Bollocks to conventional: dating is a thing. In fact- dating should be more of a thing. Instead of going out and feeling people up in bars, we should be chatting up the cute human standing in front of us in the line at Espresso Plus, and buying them a coffee. You know, actually learning their names before helping ourselves to their bodies. But I guess that’s a rant for another time. Suffice it to say- I love that you want to take your man on a date.
The best thing about a date is that it doesn’t have to be anything fancy. Uncle Slut and I have a standing Tuesday night date where we get dominos pizza and beer, watch GoT together and have loud, unapologetic sex. Sounds simple- but it’s something to look forward to when our week is shit. The most important part about a date is that you make time to enjoy each other’s company.
I’m a fan of unconventional dates- I love being taken to the zoo for a picnic, or to Rotorua to ride the luge. But I’m also quite partial to a dominos pizza and an hour or so of cunnilingus. The trick to a good date is knowing your audience. What does your man like? If he loves fishing, take him out to Raglan, buy him fish and chips and do some surf casting. If he loves to game- build a fort in the lounge, load up on snacks and have a go at Call of Duty. If he loves beer, take him to a Good George tasting.
If you’re not sure what he’d enjoy, or money is tight then go for a walk. To be clear, I don’t mean go for a walk through the Gardens (that shit’s depressing), I mean go wander the riverbank, or meander through town stopping for coffee or ice cream, or cocktails. Go to the park and push each other on the swings. Or hell, nab a dominos pizza and score an hour of cunnilingus. Whatever you do, make sure that you’re giving each other your full attention. Turn your phones off and just be. Choose something you’ll both enjoy, and go for it.
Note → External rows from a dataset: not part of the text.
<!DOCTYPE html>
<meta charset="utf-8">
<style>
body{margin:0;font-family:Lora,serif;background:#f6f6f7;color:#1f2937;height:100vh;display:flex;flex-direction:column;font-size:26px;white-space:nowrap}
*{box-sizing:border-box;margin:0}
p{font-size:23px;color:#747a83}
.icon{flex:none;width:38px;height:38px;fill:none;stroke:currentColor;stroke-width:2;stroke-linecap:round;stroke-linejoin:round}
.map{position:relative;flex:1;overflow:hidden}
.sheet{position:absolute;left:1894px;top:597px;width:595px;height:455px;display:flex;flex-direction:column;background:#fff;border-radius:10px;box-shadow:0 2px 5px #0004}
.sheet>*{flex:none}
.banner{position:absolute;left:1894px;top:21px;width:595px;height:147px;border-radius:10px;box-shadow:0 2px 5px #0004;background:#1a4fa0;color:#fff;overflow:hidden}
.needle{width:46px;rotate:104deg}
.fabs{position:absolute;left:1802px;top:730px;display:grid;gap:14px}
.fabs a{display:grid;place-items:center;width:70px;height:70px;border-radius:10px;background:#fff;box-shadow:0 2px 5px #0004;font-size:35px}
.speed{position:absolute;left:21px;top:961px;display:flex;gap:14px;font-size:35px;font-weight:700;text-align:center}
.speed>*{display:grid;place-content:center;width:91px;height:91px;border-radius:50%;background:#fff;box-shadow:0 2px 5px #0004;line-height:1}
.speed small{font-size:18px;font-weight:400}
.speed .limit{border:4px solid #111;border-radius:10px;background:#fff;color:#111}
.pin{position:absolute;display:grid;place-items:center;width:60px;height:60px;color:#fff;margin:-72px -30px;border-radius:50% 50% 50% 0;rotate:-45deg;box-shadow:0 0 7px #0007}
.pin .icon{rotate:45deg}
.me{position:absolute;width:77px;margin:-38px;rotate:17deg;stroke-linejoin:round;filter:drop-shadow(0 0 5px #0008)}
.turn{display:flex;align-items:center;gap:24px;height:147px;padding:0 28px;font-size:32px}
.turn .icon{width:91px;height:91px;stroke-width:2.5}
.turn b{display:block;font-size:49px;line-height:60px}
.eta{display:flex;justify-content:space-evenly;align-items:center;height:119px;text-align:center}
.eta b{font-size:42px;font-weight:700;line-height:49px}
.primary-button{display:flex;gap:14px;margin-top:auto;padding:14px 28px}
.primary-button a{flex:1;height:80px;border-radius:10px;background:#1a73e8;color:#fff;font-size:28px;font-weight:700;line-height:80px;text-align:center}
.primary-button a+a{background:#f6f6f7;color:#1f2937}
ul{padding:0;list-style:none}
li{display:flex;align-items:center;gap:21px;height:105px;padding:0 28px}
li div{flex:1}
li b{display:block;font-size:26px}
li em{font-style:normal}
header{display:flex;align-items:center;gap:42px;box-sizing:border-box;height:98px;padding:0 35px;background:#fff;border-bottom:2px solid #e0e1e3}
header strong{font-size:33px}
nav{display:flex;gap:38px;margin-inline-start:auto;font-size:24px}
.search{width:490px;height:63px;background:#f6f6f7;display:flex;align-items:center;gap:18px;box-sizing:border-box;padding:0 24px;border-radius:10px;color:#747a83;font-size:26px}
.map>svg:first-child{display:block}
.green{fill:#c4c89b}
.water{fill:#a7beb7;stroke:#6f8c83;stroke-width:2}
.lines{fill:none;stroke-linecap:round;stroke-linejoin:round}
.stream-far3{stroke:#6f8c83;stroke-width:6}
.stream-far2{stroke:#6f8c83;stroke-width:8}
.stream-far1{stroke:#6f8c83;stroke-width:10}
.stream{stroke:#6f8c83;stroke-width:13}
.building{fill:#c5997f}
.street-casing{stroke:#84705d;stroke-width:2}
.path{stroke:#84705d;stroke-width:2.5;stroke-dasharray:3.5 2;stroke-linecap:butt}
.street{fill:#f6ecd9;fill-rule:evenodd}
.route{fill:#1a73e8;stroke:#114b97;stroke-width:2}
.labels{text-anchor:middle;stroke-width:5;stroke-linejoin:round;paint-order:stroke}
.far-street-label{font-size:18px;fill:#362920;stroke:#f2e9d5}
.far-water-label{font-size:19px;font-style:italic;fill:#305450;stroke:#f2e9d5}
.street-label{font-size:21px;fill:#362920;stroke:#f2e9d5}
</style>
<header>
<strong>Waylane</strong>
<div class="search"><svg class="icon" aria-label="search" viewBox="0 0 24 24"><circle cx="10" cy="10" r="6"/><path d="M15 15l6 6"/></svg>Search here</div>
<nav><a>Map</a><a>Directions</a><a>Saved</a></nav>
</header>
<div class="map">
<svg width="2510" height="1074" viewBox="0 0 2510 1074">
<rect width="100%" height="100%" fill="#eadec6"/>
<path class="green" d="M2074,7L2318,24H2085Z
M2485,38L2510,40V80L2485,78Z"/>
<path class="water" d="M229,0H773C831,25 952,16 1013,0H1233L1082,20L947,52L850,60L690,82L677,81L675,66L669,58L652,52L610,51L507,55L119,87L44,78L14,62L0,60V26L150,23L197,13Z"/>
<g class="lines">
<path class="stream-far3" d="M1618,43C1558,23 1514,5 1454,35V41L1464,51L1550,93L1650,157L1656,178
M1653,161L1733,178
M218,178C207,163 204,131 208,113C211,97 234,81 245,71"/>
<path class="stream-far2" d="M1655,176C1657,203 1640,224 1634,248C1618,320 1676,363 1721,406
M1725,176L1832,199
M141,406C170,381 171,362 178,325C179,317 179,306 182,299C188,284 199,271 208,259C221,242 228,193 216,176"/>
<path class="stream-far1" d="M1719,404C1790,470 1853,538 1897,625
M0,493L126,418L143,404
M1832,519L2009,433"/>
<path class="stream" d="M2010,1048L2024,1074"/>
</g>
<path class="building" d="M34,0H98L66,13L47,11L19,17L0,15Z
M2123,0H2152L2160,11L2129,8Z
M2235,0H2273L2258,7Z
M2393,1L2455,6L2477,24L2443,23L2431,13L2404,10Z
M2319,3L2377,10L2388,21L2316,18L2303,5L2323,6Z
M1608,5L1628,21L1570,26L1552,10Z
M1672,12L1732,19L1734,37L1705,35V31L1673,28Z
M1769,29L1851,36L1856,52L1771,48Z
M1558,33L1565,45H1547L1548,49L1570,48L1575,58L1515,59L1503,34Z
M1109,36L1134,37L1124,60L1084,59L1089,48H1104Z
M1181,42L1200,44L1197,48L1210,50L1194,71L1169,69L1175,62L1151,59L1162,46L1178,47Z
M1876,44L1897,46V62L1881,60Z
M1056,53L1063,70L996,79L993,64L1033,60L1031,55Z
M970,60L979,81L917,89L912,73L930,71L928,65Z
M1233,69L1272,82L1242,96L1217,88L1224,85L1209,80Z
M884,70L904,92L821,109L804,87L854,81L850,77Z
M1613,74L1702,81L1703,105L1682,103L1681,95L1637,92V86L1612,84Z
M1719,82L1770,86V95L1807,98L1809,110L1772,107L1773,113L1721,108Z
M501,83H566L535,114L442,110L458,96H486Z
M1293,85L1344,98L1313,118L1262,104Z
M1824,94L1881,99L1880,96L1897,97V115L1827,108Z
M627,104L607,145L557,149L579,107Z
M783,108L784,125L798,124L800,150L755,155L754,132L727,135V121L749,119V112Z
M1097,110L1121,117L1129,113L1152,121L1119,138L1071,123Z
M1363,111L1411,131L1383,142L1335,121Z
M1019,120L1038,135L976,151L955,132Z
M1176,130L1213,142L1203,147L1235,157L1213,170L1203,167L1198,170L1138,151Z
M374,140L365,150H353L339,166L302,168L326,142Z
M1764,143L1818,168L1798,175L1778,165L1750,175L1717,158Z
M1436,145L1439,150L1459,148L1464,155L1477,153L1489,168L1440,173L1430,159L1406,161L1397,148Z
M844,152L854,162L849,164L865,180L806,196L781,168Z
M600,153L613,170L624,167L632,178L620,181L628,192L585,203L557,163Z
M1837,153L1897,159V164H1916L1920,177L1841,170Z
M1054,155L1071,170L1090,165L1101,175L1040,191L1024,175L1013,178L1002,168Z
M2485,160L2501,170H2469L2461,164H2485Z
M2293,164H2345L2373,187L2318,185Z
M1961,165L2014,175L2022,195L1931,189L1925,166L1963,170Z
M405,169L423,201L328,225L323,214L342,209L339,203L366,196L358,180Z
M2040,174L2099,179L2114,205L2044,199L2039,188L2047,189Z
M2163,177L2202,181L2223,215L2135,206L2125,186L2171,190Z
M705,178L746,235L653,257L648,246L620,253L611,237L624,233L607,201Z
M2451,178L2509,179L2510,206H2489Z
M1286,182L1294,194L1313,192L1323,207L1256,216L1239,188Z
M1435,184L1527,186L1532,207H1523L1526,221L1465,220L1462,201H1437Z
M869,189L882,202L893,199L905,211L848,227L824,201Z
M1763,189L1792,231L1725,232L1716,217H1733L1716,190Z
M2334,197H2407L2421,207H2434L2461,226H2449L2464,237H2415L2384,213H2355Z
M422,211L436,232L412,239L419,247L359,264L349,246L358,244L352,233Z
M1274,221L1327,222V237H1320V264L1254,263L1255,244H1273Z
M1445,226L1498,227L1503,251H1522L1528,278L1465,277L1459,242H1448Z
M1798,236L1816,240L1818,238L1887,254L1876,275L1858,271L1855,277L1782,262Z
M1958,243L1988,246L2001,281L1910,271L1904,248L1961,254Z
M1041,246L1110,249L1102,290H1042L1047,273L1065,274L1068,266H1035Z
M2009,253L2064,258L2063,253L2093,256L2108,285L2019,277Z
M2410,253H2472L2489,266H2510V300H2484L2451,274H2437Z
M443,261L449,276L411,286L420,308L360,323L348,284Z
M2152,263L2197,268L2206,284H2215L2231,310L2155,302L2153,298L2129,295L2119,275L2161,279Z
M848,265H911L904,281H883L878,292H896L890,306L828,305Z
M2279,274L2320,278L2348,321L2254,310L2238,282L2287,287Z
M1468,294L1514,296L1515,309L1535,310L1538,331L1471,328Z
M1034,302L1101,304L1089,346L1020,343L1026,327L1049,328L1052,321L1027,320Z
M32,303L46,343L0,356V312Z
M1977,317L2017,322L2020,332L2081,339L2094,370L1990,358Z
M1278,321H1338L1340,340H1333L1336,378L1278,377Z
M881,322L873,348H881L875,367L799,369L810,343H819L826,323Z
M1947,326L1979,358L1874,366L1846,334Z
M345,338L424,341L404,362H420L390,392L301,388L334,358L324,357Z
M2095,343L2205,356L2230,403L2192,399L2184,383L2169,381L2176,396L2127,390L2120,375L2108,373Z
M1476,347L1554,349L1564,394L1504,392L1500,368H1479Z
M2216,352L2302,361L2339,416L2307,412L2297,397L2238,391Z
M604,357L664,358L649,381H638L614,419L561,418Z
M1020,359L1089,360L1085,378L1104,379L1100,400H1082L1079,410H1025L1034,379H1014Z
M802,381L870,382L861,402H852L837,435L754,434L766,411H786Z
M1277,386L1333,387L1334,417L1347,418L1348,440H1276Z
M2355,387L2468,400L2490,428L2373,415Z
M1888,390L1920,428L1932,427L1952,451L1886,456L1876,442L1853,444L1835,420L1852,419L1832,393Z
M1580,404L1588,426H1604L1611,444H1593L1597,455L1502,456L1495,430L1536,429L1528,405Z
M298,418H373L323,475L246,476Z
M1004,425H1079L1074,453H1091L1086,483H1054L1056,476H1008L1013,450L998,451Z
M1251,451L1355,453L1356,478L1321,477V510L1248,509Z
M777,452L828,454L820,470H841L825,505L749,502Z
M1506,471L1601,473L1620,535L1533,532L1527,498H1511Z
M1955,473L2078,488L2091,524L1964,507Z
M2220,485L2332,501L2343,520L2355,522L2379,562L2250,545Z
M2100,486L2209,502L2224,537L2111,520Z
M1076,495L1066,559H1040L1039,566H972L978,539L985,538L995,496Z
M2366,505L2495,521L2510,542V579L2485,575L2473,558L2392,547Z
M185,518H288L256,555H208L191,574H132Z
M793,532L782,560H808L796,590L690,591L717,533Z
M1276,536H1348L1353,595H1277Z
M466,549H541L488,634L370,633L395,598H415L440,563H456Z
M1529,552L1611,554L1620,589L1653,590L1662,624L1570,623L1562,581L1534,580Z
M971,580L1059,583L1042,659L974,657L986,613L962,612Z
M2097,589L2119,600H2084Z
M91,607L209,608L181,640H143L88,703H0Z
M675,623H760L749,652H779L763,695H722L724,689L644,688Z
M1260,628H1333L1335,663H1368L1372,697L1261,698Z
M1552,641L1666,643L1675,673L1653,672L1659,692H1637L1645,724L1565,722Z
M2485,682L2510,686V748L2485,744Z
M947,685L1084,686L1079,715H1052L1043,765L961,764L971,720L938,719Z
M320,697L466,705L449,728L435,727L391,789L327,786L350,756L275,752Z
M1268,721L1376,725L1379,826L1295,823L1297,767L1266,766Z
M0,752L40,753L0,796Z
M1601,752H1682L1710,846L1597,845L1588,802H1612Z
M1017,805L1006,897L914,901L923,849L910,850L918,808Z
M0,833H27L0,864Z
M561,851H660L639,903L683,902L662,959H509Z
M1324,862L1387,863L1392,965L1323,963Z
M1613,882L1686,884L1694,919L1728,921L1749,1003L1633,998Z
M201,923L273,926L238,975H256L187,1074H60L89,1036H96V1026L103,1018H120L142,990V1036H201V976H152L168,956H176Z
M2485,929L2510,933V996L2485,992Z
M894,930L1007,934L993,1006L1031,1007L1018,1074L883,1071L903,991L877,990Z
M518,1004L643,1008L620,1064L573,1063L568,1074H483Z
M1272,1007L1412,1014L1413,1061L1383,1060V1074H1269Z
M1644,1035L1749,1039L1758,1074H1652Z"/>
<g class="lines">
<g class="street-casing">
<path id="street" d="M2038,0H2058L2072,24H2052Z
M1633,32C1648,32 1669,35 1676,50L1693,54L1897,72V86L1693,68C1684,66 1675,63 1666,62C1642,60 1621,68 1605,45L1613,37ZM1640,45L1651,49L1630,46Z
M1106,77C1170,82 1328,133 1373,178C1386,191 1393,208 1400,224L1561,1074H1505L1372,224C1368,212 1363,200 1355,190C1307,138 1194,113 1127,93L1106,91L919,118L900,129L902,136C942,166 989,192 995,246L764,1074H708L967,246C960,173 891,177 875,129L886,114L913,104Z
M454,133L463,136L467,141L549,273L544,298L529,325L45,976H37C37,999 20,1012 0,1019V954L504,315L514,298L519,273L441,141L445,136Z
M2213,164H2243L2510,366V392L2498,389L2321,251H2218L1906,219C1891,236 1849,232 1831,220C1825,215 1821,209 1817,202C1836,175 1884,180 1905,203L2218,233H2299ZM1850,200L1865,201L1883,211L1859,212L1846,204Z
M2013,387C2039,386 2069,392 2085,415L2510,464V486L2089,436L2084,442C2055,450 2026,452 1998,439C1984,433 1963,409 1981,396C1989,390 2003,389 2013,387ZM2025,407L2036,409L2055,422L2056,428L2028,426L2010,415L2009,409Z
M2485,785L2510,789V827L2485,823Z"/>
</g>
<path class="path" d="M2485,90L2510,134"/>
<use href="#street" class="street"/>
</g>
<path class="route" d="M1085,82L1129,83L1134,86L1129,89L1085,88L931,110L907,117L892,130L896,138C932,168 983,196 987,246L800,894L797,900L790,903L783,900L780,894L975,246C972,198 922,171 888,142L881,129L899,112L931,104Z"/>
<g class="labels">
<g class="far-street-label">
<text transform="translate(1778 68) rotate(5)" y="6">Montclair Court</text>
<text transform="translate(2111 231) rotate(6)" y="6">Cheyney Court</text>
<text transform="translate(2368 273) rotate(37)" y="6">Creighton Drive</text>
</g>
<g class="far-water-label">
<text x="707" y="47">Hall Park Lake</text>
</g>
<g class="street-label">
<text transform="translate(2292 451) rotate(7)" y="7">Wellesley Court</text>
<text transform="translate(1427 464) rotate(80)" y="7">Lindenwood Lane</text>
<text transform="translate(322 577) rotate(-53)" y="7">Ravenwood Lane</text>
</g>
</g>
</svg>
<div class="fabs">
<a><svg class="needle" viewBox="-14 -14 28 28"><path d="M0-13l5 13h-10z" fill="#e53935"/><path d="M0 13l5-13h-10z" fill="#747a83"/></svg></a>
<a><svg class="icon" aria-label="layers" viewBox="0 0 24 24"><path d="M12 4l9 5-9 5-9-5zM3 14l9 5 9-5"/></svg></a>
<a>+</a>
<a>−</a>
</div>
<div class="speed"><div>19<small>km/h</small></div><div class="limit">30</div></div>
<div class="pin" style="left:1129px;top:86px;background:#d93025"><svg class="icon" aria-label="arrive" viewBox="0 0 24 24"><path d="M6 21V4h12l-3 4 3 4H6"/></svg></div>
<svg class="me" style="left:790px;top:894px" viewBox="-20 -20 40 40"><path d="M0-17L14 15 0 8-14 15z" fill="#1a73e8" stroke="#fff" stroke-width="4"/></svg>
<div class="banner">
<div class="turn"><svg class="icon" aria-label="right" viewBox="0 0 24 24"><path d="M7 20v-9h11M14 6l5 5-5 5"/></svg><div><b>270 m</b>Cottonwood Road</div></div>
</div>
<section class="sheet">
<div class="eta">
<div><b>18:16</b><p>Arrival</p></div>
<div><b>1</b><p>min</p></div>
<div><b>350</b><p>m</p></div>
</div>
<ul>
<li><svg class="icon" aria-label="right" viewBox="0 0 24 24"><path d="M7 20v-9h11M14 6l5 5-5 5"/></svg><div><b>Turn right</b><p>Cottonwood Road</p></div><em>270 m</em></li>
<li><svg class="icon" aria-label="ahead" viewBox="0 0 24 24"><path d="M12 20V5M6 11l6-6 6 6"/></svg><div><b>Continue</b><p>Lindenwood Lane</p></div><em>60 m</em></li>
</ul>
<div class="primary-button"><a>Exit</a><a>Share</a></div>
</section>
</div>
If it’s a special occasion though, you might like to try something a bit different. Why don’t you hit a burlesque show? Burlesque is pretty sexy and manages to avoid the objectifying/misogynistic miasma that pervades many strip clubs. It’s sensual and it’s sexy as hell. Sometimes you can even buy a pair of nipple pasties of your own– which I’m sure your man would love you to learn to twirl. Then on the way home, grab a dominos pizza and some cunnilingus.